How. Does. This. Happen?
With Jared Tinordi of the Montreal Canadiens in the penalty box on an interference call, the Vancouver Canucks were on a second-period power play. The puck was cleared behind the Vancouver net, where Roberto Luongo played it, as Travis Moen came roaring in on the penalty kill forecheck.
Luongo moved it ahead to Jason Garrison, who left it for Dan Hamhuis, who … somehow lost the puck in a way that sent it right back into Luongo’s crease. Like, perfectly, in a "Canadiens sleeper agent" kind of way.
The Canucks goalie had his back turned, because his job was allegedly done. But the puck deflected off his left skate, and then his right skate, and then went into the back of the net, giving the Habs a 2-1 lead they would carry into the second intermission.
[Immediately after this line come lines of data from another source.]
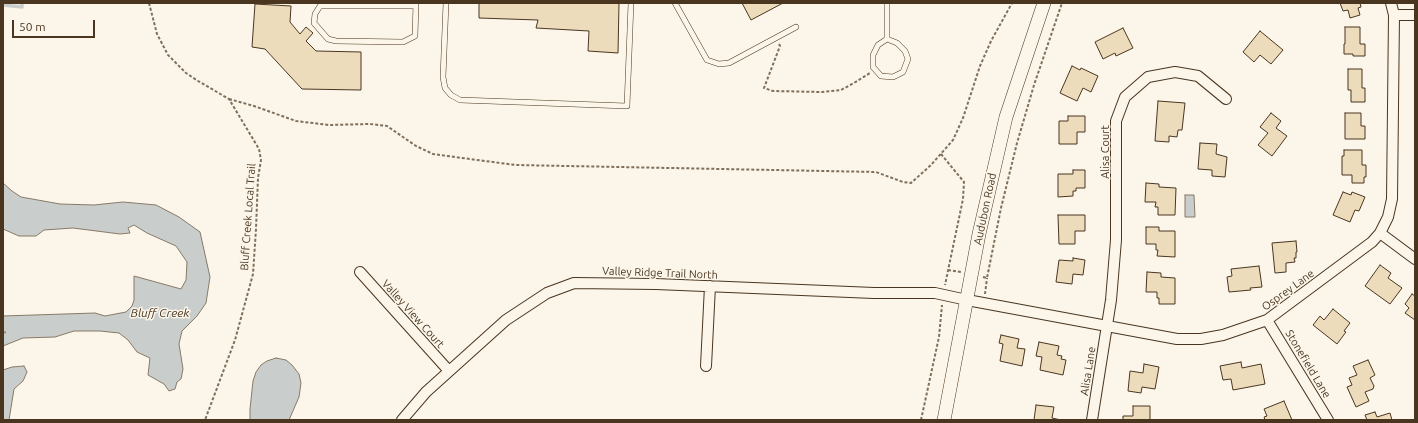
<!DOCTYPE html>
<style>
body{margin:0}
#map{position:relative;width:1418px;height:423px;overflow:hidden;background:#fbf6e9;font-family:Ubuntu,sans-serif}
canvas{display:block}
.frame{position:absolute;inset:0;border:4px solid #4a3520;pointer-events:none}
.scale{position:absolute;left:12px;top:20px;width:83px;height:18px;box-sizing:border-box;border:2px solid #4a3520;border-top:0;padding-left:5px;font-size:12px;line-height:14px;white-space:nowrap;color:#4a3520;-webkit-text-stroke:3px #fbf6e9;paint-order:stroke}
</style>
<div id="map">
<canvas width="1418" height="423"></canvas>
<div class="frame"></div>
<div class="scale">50 m</div>
</div>
<script>
const context = document.querySelector('canvas').getContext('2d');
context.lineJoin = 'round';
function fillPath(path, color) { context.fillStyle = color; context.fill(path, 'evenodd'); }
const poly = rows => new Path2D(rows.map(r => 'M' + r).join(''));
function trace(path, color, width, dash) { context.strokeStyle = color; context.lineWidth = width; context.lineCap = dash ? 'butt' : 'round'; context.setLineDash(dash || []); context.stroke(path); }
function label(font, color, halo, rows, align = 'center') {
  context.font = font + ' Ubuntu,sans-serif'; context.lineWidth = 3; context.setLineDash([]); context.textBaseline = 'middle'; context.strokeStyle = halo; context.fillStyle = color; for (const [text, x, y, turn = 0] of rows) {
    context.save(); context.translate(x, y); context.rotate((+turn || 0) * Math.PI / 180); context.textAlign = isNaN(turn) ? turn : align; if (halo) context.strokeText(text, 0, 0); context.fillText(text, 0, 0); context.restore();
  }
}
const water = poly([
 [3,183,12,191,21,197,60,204,94,205,123,202,156,205,179,217,200,232,210,277,206,303,197,316,182,331,179,344,183,369,181,379,177,382,175,389,169,391,164,384,148,375,150,358,137,352,128,340,119,333,100,331,74,331,55,337,23,338,3,346,3,334,6,332,3,332,3,316,95,313,105,316,126,312,132,306,134,300,134,276,181,289,186,280,187,262,176,246,147,233,134,225,128,228,130,233,120,234,73,228,44,230,36,236,19,236,3,229,3,183],
 [1185,195,1194,195,1195,217,1185,217,1185,195],
 [276,358,286,360,292,365,299,374,301,383,299,397,289,420,250,420,250,409,253,381,256,372,261,365,267,361,276,358],
 [24,366,27,372,23,381,14,389,9,420,3,420,3,370,12,367,24,366]
]);
fillPath(water, '#c9cecd');
trace(water, '#887966', 1);
trace(poly([
 [3,5,22,7,22,3]
]), '#c9cecd', 3.5);
const building = poly([
 [479,3,619,3,618,53,588,51,589,31,536,28,538,20,479,18,479,3],
 [742,3,783,3,751,20,742,3],
 [1340,3,1360,3,1361,7,1358,8,1360,15,1350,18,1348,10,1343,11,1340,3],
 [255,4,291,6,290,22,300,34,306,27,313,33,306,41,316,51,361,52,361,90,302,89,265,49,252,47,255,4],
 [1345,27,1360,27,1360,44,1365,44,1365,56,1353,56,1353,54,1344,54,1344,44,1345,44,1345,27],
 [1123,28,1133,48,1116,56,1115,53,1103,59,1095,42,1123,28],
 [1260,31,1283,50,1271,64,1260,55,1254,62,1243,52,1260,31],
 [1072,66,1080,70,1081,68,1098,76,1091,92,1083,88,1077,101,1060,93,1072,66],
 [1348,69,1362,69,1362,88,1365,88,1365,102,1351,102,1351,90,1348,90,1348,69],
 [1158,101,1185,103,1182,130,1178,130,1177,137,1169,136,1169,142,1155,141,1158,101],
 [1271,113,1281,121,1276,128,1287,136,1272,156,1258,145,1268,133,1260,127,1271,113],
 [1345,113,1361,113,1361,126,1365,126,1365,139,1345,139,1345,113],
 [1068,116,1085,116,1085,132,1077,132,1077,144,1059,144,1059,121,1068,121,1068,116],
 [1200,143,1217,144,1216,154,1227,157,1225,177,1212,176,1212,170,1198,169,1200,143],
 [1344,150,1362,150,1362,165,1366,165,1366,177,1364,177,1364,183,1352,183,1352,175,1342,175,1342,156,1344,156,1344,150],
 [1073,170,1085,170,1085,188,1076,188,1076,191,1073,191,1073,196,1058,197,1058,174,1073,174,1073,170],
 [1146,183,1159,184,1159,187,1176,188,1175,215,1158,215,1158,207,1155,207,1156,202,1145,202,1146,183],
 [1343,192,1351,195,1352,192,1365,197,1359,211,1355,210,1350,222,1333,215,1343,192],
 [1058,215,1085,215,1085,231,1075,231,1075,244,1059,244,1058,215],
 [1146,227,1159,227,1159,231,1175,231,1175,257,1157,256,1158,250,1156,250,1156,244,1146,244,1146,227],
 [1296,241,1297,252,1296,252,1296,258,1294,258,1295,262,1286,263,1286,272,1275,273,1272,243,1296,241],
 [1073,258,1085,260,1083,275,1073,274,1072,284,1056,282,1059,260,1073,261,1073,258],
 [1380,265,1391,273,1388,278,1402,288,1390,304,1365,286,1380,265],
 [1259,266,1262,287,1250,288,1251,290,1229,292,1227,277,1232,276,1231,269,1259,266],
 [1147,272,1161,273,1161,277,1175,278,1175,304,1159,304,1159,298,1157,298,1157,292,1146,292,1147,272],
 [1412,294,1415,296,1415,320,1405,313,1409,308,1405,304,1412,294],
 [1333,309,1350,323,1344,331,1346,332,1337,344,1313,325,1320,316,1324,320,1333,309],
 [1001,335,1019,339,1017,348,1025,349,1022,366,1000,361,1003,344,999,343,1001,335],
 [1039,342,1059,346,1057,355,1062,356,1061,359,1066,360,1063,375,1040,370,1042,357,1036,356,1039,342],
 [1368,360,1375,375,1370,378,1374,386,1373,389,1365,392,1369,401,1356,407,1347,387,1352,385,1349,378,1357,375,1353,366,1368,360],
 [1241,362,1242,368,1261,364,1265,384,1233,390,1231,379,1223,380,1220,366,1241,362],
 [1144,364,1159,367,1155,389,1142,387,1141,393,1128,391,1130,371,1143,373,1144,364],
 [1284,401,1292,420,1265,420,1264,417,1267,416,1264,409,1284,401],
 [1036,405,1054,407,1052,418,1061,420,1034,420,1036,405],
 [1133,406,1150,406,1150,420,1123,420,1123,416,1133,416,1133,406],
 [1375,412,1377,417,1390,413,1392,420,1367,420,1365,415,1375,412]
]);
fillPath(building, '#ecdcbc');
trace(building, '#4a3520', 1);
const service = poly([
 [446,3,443,77,445,88,451,95,460,100,627,106,631,3],
 [675,3,707,60,719,64,729,63,796,27],
 [887,3,887,39],
 [416,6,320,6,315,14,314,23,328,39,336,41,403,42,415,36,416,3],
 [887,39,897,43,905,51,908,59,903,72,893,77,881,76,873,67,873,55,878,45,887,39]
]);
const minor = poly([
 [1394,15,1415,15],
 [1380,233,1415,259],
 [360,272,449,371],
 [1267,320,1328,420],
 [706,366,710,286],
 [402,420,426,392,506,320,547,293,574,283,656,284,874,293,935,293,967,300,1177,339,1201,339,1223,335,1267,320,1372,242,1380,233,1388,217,1392,199,1394,15,1391,3],
 [1092,420,1111,300,1116,240,1116,121,1125,97,1148,77,1175,72,1198,76,1226,99]
]);
const tertiary = poly([
 [944,420,979,234,1006,117,1044,3]
]);
trace(service, '#4a3520', 6);
trace(minor, '#4a3520', 12);
trace(tertiary, '#4a3520', 14);
trace(poly([
 [149,3,157,34,168,55,186,73,198,81,229,99,259,149,261,160,258,178,256,229,253,274,235,340,205,420],
 [779,44,780,46,764,88,773,91,822,92,841,90,854,83,870,73],
 [229,99,254,106,296,121,329,125,370,124,387,126,416,146,433,154,477,160,516,165,876,172,903,182,911,183,931,165,953,140,963,118,980,66,991,41,1012,3],
 [941,154,964,182,963,199,945,285],
 [948,270,961,272],
 [983,277,987,278,1001,208,1017,143,1034,85,1062,3],
 [985,294,987,278],
 [921,420,939,337,942,305]
]), '#7f6f5c', 2, [3, 2]);
trace(service, '#fbf6e9', 5);
trace(minor, '#fbf6e9', 10);
trace(tertiary, '#fbf6e9', 13);
label('11px', '#4a3520', '#fbf6e9', [
 ["Alisa Court",1105,152,-90],
 ["Audubon Road",985,209,-78],
 ["Bluff Creek Local Trail",248,217,-86],
 ["Valley Ridge Trail North",660,273,2],
 ["Osprey Lane",1288,290,-36],
 ["Valley View Court",413,314,48],
 ["Stonefield Lane",1308,364,59],
 ["Alisa Lane",1088,371,-81]
]);
label('italic 12px', '#4a3520', '#fbf6e9', [
 ["Bluff Creek",160,313]
]);
</script>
Lars Eller was the last Canadien to touch the puck so he gets credit for the goal. Hopefully it helps him reach some performance bonus by the end of the season to help fund all the beer he owed Dan Hamhuis right now.
As the announcers said, this was one of the strangest own-goals in NHL history, as no less than three Canucks could have prevented the puck from heading back to the crease.
Hamhuis’s explanation for this one could be one for the ages. Check that: We forgot John Tortorella’s going to have to talk about it, too.
For the record, Cory Schneider would have had it.